TASK PROMPT - The word to look for is "Elevation". Report every line of the entries below that has it.

THE DATA -
::::

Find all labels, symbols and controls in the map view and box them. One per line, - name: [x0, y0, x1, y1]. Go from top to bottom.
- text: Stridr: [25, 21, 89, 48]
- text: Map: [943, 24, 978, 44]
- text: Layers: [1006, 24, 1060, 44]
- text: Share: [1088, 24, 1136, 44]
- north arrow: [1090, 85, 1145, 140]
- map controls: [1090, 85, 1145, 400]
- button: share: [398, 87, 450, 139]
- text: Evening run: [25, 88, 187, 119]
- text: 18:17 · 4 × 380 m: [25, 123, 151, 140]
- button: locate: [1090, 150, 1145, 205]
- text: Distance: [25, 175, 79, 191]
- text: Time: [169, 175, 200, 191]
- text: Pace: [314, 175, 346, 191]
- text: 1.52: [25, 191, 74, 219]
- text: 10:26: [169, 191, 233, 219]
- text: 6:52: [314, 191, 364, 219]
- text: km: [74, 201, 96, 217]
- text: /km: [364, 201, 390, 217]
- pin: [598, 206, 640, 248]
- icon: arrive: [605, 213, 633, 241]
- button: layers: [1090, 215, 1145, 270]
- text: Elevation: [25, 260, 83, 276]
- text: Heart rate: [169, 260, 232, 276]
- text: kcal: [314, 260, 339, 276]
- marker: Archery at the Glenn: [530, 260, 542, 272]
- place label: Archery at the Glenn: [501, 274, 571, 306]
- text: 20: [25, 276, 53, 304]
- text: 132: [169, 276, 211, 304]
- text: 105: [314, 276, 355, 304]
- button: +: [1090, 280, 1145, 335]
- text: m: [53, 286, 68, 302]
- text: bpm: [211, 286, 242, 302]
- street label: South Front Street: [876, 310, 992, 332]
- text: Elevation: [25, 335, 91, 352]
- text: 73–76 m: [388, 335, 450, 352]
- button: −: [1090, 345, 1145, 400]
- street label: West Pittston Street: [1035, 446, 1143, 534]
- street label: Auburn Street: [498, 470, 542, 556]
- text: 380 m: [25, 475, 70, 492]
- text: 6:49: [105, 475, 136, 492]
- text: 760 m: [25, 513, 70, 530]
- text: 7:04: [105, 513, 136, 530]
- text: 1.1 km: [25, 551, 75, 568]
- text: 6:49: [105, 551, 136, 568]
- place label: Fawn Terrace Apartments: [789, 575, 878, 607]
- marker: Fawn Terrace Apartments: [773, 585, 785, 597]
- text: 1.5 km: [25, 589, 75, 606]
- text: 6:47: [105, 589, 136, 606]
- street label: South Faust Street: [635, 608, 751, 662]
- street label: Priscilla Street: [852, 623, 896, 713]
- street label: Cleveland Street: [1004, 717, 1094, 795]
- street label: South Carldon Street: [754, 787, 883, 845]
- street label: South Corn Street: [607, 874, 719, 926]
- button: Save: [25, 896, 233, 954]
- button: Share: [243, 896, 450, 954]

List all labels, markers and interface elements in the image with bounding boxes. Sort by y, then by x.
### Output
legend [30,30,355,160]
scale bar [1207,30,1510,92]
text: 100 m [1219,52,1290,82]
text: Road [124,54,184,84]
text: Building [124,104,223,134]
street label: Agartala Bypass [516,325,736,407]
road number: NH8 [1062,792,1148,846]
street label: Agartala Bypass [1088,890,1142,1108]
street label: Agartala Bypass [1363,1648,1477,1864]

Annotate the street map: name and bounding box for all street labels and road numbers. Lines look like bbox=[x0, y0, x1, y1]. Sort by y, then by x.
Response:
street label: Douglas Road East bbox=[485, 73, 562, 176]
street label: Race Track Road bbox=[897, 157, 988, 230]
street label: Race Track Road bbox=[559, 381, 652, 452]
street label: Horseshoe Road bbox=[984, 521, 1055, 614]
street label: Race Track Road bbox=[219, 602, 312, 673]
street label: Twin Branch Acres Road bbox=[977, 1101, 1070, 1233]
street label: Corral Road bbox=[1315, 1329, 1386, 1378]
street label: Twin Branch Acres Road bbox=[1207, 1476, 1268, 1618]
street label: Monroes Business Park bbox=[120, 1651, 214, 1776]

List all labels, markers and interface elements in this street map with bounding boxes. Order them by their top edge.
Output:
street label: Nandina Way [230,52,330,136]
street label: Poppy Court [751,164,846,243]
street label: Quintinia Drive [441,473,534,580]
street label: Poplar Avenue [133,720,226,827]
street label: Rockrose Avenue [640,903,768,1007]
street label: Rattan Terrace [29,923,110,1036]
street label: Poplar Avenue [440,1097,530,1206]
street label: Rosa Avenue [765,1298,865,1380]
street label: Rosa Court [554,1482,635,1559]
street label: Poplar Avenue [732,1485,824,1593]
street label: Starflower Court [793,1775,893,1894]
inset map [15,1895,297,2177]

::::

RESULT BELOW -
- text: Elevation: [25, 260, 83, 276]
- text: Elevation: [25, 335, 91, 352]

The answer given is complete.